Identify at least four methodological or statistical problems with this study's analysis and conclusions.
Guidance
1. **Multiple testing:** 3 conditions × 4 outcomes = 12 comparisons. At α = 0.05, we'd expect about 0.6 false positives by chance. Finding one significant result among 12 is not compelling without correction. 2. **Cherry-picking:** They tested four outcomes and only reported the one that was significant. This is selective reporting / p-hacking. 3. **Borderline p-value:** p = 0.04 is just barely under 0.05. With the multiple testing context, this provides very weak evidence. 4. **No effect size reported:** How much did spatial reasoning improve? A significant p-value with a tiny effect size is meaningless. 5. **Overgeneralized conclusion:** They tested one specific spatial reasoning task and concluded "classical music enhances spatial cognitive abilities" — a much broader claim. 6. **Possible confounders:** Were students randomly assigned to conditions? Were the conditions counterbalanced? Was the spatial reasoning test always given last?Exercise 23.23 — The ASA statement on p-values ⭐⭐⭐⭐
In 2016, the American Statistical Association released a statement with six principles about p-values. Look up this statement and:
- List the six principles in your own words.
- For each principle, give a specific example of how violating it could lead to incorrect conclusions.

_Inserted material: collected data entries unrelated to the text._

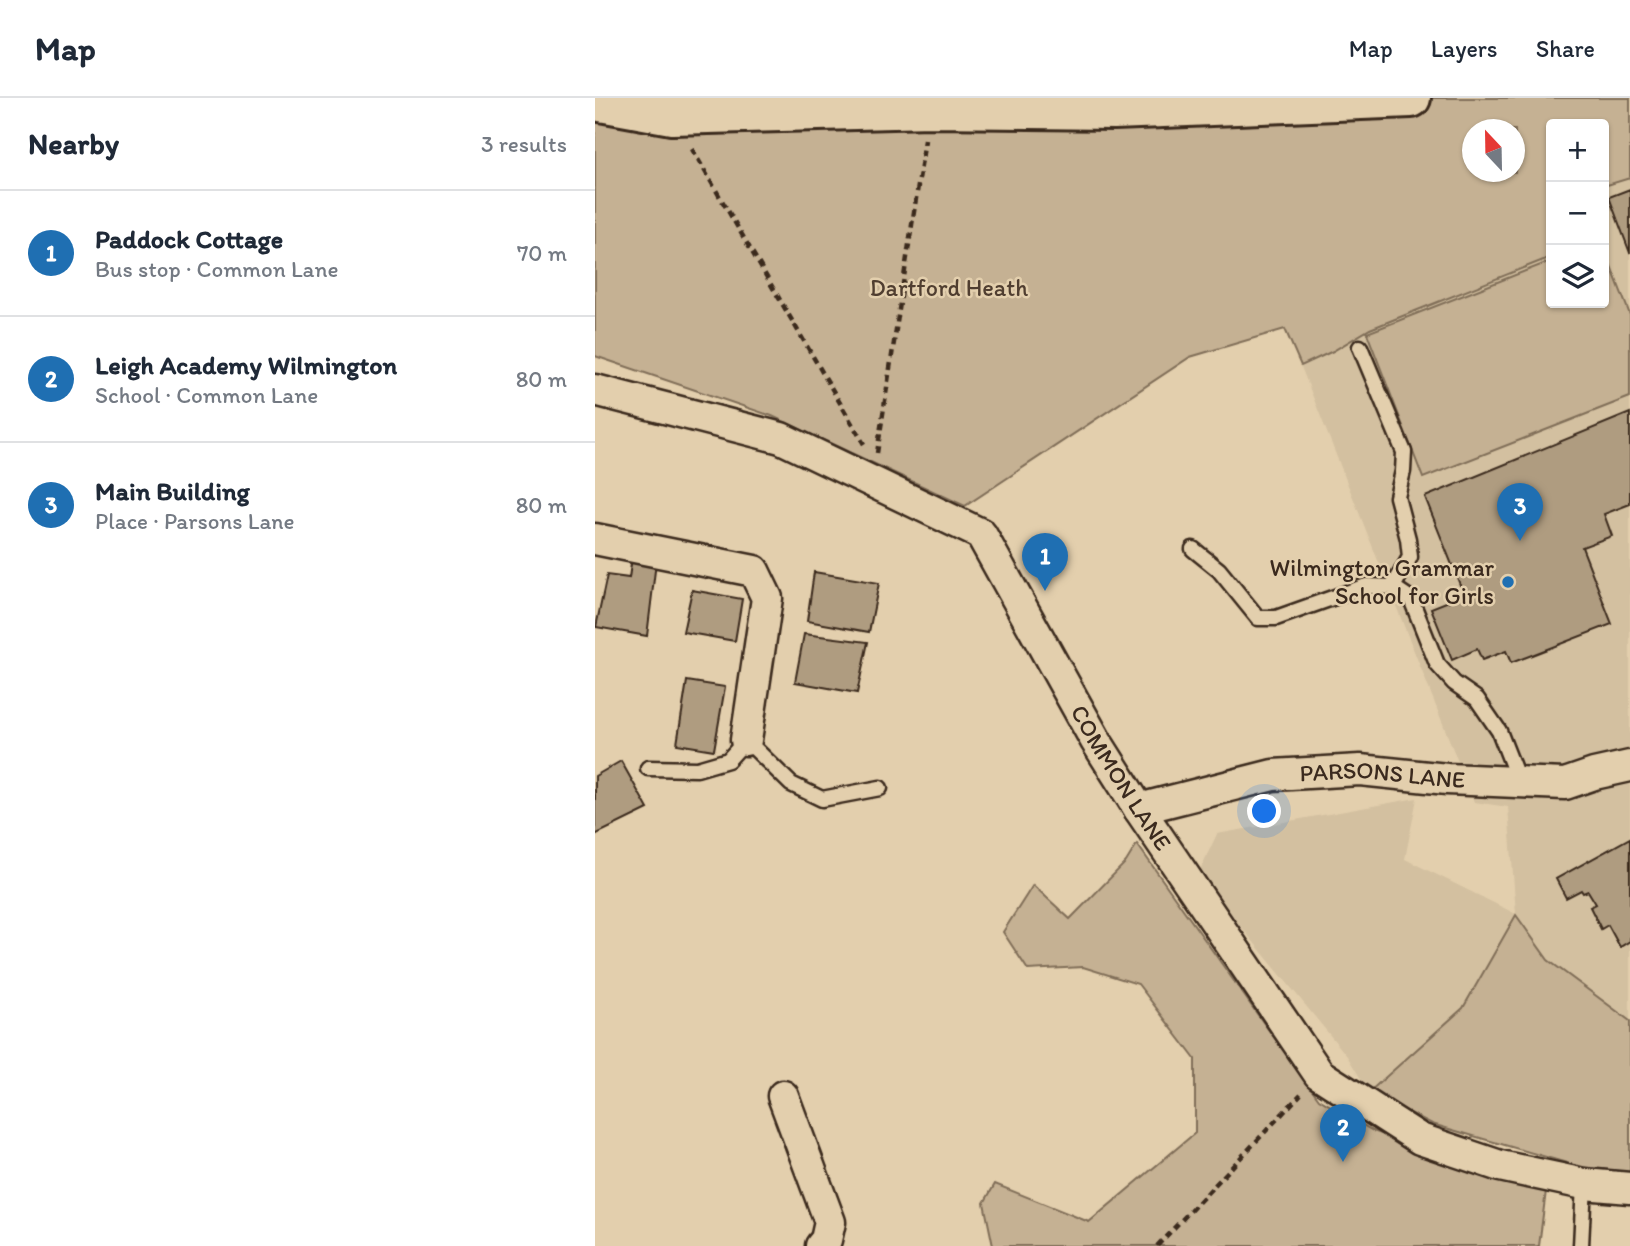 <!DOCTYPE html>
<html lang="en">
<head>
<meta charset="utf-8">
<style>
  body { margin:0; font-family:Itim,sans-serif; background:#f2f2f3; color:#1f2937 }
  .controls { position:absolute; right:21px; top:21px; display:grid; overflow:hidden; border-radius:7px; box-shadow:0 2px 5px #0004 }
  .controls button { width:63px; height:63px; display:grid; place-items:center; padding:0; border:0; border-bottom:2px solid #e0e1e3; background:#fff; color:#1f2937; font:35px sans-serif }
  .compass { position:absolute; left:867px; top:21px; width:63px; height:63px; border-radius:50%; background:#fff; box-shadow:0 2px 5px #0004; rotate:338deg }
  .you { position:absolute; left:670px; top:714px; width:24px; height:24px; margin:-18px; border:5px solid #fff; border-radius:50%; background:#1a73e8; box-shadow:0 0 0 10px #1a73e833 }
  .badge { display:grid; place-items:center; width:46px; height:46px; border-radius:50%; background:#1f6fb2; color:#fff; font-size:23px; font-weight:700 }
  .pin { position:absolute; translate:-50% -58px; filter:drop-shadow(0 2px 4px #0008) }
  .pin::after { content:''; position:absolute; top:37px; width:24px; height:21px; background:inherit; clip-path:polygon(0 0,100% 0,50% 100%) }
  .list { margin:0; padding:0; list-style:none }
  h2 { display:flex; justify-content:space-between; align-items:center; height:91px; margin:0; padding:0 28px; font-size:30px }
  h2 small { font-size:23px; font-weight:400; color:#747a83 }
  .list li { display:grid; grid-template-columns:46px 1fr auto; gap:21px; align-items:center; box-sizing:border-box; height:126px; padding:0 28px; border-top:2px solid #e0e1e3 }
  .list b { display:block; font-size:26px; white-space:nowrap }
  .list p { margin:0; font-size:23px; white-space:nowrap; color:#747a83 }
  .list em { font-size:23px; font-style:normal; color:#747a83 }
  .icon { flex:none; width:38px; height:38px; fill:none; stroke:currentColor; stroke-width:2; stroke-linecap:round; stroke-linejoin:round }
  .map { position:relative; flex:none; width:1035px; height:1148px; overflow:hidden }
  header { display:flex; align-items:center; gap:42px; box-sizing:border-box; height:98px; padding:0 35px; background:#fff; border-bottom:2px solid #e0e1e3 }
  header strong { font-size:33px }
  nav { display:flex; gap:38px; margin-inline-start:auto; font-size:24px }
  main { display:flex }
  aside { flex:1; background:#fff }
  .map>svg:first-child { display:block }
  .built { fill:#d3c0a0 }
  .green { fill:#c5b193; stroke:#806e58; stroke-width:2; fill-rule:evenodd }
  .building { fill:#af9c80; stroke:#3b2a1e; stroke-width:2 }
  .lines { fill:none; stroke-linecap:round; stroke-linejoin:round }
  .lane-casing { stroke:#3b2a1e; stroke-width:19 }
  .street-casing { stroke:#3b2a1e; stroke-width:35 }
  .secondary-casing { stroke:#3b2a1e; stroke-width:44 }
  .path { stroke:#3b2a1e; stroke-width:4.5; stroke-dasharray:7 5; stroke-linecap:butt }
  .lane { stroke:#e3cfad; stroke-width:14 }
  .street { stroke:#e3cfad; stroke-width:30 }
  .secondary { stroke:#e3cfad; stroke-width:38 }
  .poi-dot { fill:#1f6fb2; stroke:#e3cfad; stroke-width:2.5 }
  .labels { text-anchor:middle; stroke-width:5; stroke-linejoin:round; paint-order:stroke }
  .park-label { font-size:24px; fill:#503e30; stroke:#e3cfad }
  .poi-label { font-size:24px; fill:#3b2a1e; stroke:#e3cfad; text-anchor:end }
  .street-label { font-size:24px; fill:#3b2a1e; stroke:#e3cfad }
</style>
</head>
<body>
<header>
<strong>Map</strong>
<nav><a>Map</a><a>Layers</a><a>Share</a></nav>
</header>
<main>
<aside>
<h2>Nearby<small>3 results</small></h2>
<ul class="list">
<li><span class="badge">1</span><div><b>Paddock Cottage</b><p>Bus stop · Common Lane</p></div><em>70 m</em></li>
<li><span class="badge">2</span><div><b>Leigh Academy Wilmington</b><p>School · Common Lane</p></div><em>80 m</em></li>
<li><span class="badge">3</span><div><b>Main Building</b><p>Place · Parsons Lane</p></div><em>80 m</em></li>
</ul>
</aside>
<div class="map">
<svg width="1035" height="1148" viewBox="0 0 1035 1148">
  <rect width="100%" height="100%" fill="#e3cfad"/>
  <filter id="ink" filterUnits="userSpaceOnUse"><feTurbulence type="fractalNoise" baseFrequency=".0143" numOctaves="2"/><feDisplacementMap in="SourceGraphic" scale="14" xChannelSelector="R" yChannelSelector="G"/><feConvolveMatrix kernelMatrix="1 2 1 2 8 2 1 2 1" color-interpolation-filters="sRGB"/></filter>
  <g filter="url(#ink)">
    <!-- built -->
    <path class="built" d="M 1035,80 L 1035,1078 L 837,1026 L 774,994 L 752,958 L 603,776 L 622,736 L 822,700 L 810,761 L 921,816 L 913,709 L 879,704 L 691,231 L 956,112 L 956,205 L 1009,205 L 1009,88 Z"/>
    <!-- green -->
    <path class="green" d="M 0,0 L 1035,0 L 1035,80 L 1009,88 L 1009,26 L 956,26 L 956,159 L 775,231 L 738,253 L 706,268 L 690,231 L 595,259 L 370,408 L 177,318 L 0,258 ZM 878,32 L 920,32 L 920,74 L 878,74 Z
      M 1009,150 L 1035,217 L 1035,299 L 828,380 L 772,235 L 956,163 L 956,205 L 1009,205 Z
      M 542,746 L 670,927 L 724,1001 L 778,1033 L 951,1093 L 944,1148 L 398,1148 L 389,1105 L 400,1086 L 494,1124 L 600,1035 L 600,961 L 543,886 L 488,869 L 433,872 L 408,834 L 438,787 L 475,821 L 531,764 Z
      M 921,817 L 953,862 L 1035,923 L 1035,1078 L 1010,1076 L 837,1026 L 774,994 L 868,910 Z"/>
    <!-- building -->
    <path class="building" d="M 1035,91 L 1035,155 L 1014,99 Z
      M 1035,315 L 1035,406 L 1009,416 L 1017,438 L 987,449 L 1017,526 L 916,565 L 911,553 L 887,562 L 882,551 L 857,562 L 836,510 L 869,497 L 830,399 Z
      M 37,459 L 61,464 L 52,538 L 1,529 L 12,477 L 34,480 Z
      M 219,474 L 284,485 L 274,534 L 212,523 Z
      M 97,492 L 147,501 L 140,543 L 88,534 Z
      M 209,536 L 273,544 L 262,595 L 200,584 Z
      M 92,583 L 130,589 L 119,652 L 82,646 Z
      M 26,663 L 53,711 L 0,737 L 0,678 Z
      M 1035,740 L 1035,843 L 1025,849 L 1013,827 L 1006,831 L 995,809 L 1001,806 L 993,793 L 988,795 L 986,792 L 971,800 L 961,781 Z"/>
    <g class="lines">
      <!-- lane casing -->
      <g class="lane-casing">
        <path id="lane" d="M 765,249 L 809,354 L 808,373 L 802,399 L 813,441 L 815,459 L 798,489
          M 598,451 L 624,472 L 663,520 L 681,520 L 771,488 L 798,489 L 816,501 L 842,566 L 859,585 L 882,601 L 904,633 L 924,684
          M 53,670 L 102,671 L 133,662 L 151,642 L 196,686 L 227,701 L 285,690
          M 986,1148 L 989,1086"/>
      </g>
      <!-- street casing -->
      <g class="street-casing">
        <g id="street">
          <path id="s1" d="M 0,292 L 186,340 L 386,436 L 501,643 L 544,711 L 724,976 L 825,1041 L 905,1068 L 989,1086 L 1035,1090"/>
          <path d="M 0,441 L 159,473 L 172,500 L 151,642"/>
          <path id="s2" d="M 544,711 L 678,677 L 765,672 L 852,681 L 970,686 L 999,676 L 1035,668"/>
          <path d="M 188,998 L 235,1124 L 231,1142 L 226,1148"/>
        </g>
      </g>
      <!-- secondary casing -->
      <g class="secondary-casing">
        <path id="secondary" d="M 0,3 L 77,17 L 335,10 L 519,12 L 816,0"/>
      </g>
      <!-- path -->
      <path class="path" d="M 97,51 L 269,346
        M 282,355 L 330,42
        M 562,1148 L 706,996"/>
      <!-- lane -->
      <use href="#lane" class="lane"/>
      <!-- street -->
      <use href="#street" class="street"/>
      <!-- secondary -->
      <use href="#secondary" class="secondary"/>
    </g>
  </g>
  <!-- markers -->
  <circle class="poi-dot" cx="913" cy="484" r="7"/>
  <g class="labels">
    <!-- park labels -->
    <g class="park-label">
      <text x="354" y="198">Dartford Heath</text>
    </g>
    <!-- poi labels -->
    <g class="poi-label">
      <text x="899" y="478">Wilmington Grammar<tspan x="899" dy="28">School for Girls</tspan></text>
    </g>
    <!-- street labels -->
    <g class="street-label">
      <text dy="8" stroke="none"><textPath href="#s1" startOffset="695">COMMON LANE</textPath></text>
      <text dy="8" stroke="none"><textPath href="#s2" startOffset="248">PARSONS LANE</textPath></text>
    </g>
  </g>
</svg>
<div class="controls">
<button>+</button>
<button>−</button>
<button><svg class="icon" aria-label="layers" viewBox="0 0 24 24"><path d="M12 4l9 5-9 5-9-5zM3 14l9 5 9-5"/></svg></button>
</div>
<svg class="compass" viewBox="-18 -18 36 36"><path d="M0-13l5 13h-10z" fill="#e53935"/><path d="M0 13l5-13h-10z" fill="#747a83"/></svg>
<div class="you"></div>
<div class="pin badge" style="left:450px;top:493px">1</div>
<div class="pin badge" style="left:748px;top:1064px">2</div>
<div class="pin badge" style="left:925px;top:443px">3</div>
</div>
</main>
</body>
</html>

- The statement says "scientific conclusions should not be based only on whether a p-value passes a specific threshold." What else should they be based on?
- Some statisticians have proposed banning p-values entirely. What are the arguments for and against?
Guidance
The six principles (paraphrased): (1) P-values indicate how incompatible the data are with a specified model. (2) P-values do not measure the probability that the hypothesis is true. (3) Scientific conclusions should not be based on p-values alone. (4) Proper reporting requires full transparency. (5) A p-value does not measure effect size or importance. (6) A p-value alone does not provide a good measure of evidence. Arguments for banning: reduces mechanical thinking, forces richer analysis. Arguments against: p-values are useful when understood correctly; banning them doesn't address the underlying problems with how research is conducted.Exercise 23.24 — Project extension: Comprehensive analysis ⭐⭐⭐
Conduct a comprehensive hypothesis testing analysis on the vaccination dataset:
- Test whether vaccination rates differ between WHO regions (ANOVA)
- Conduct all pairwise comparisons with Bonferroni correction
- Test whether meeting the 90% target is associated with income level (chi-square)
- For each test, report: the test statistic, p-value, effect size, and confidence interval
- Create a summary table of all results
- Write a "Results" section suitable for a report, using proper statistical notation
Exercise 23.25 — Reflection: The limits of testing ⭐⭐⭐⭐
Write a thoughtful essay (500-800 words) addressing this question: "If hypothesis testing is so commonly misunderstood and misused, should we still teach it? What would we lose if we replaced it entirely with confidence intervals and effect sizes?"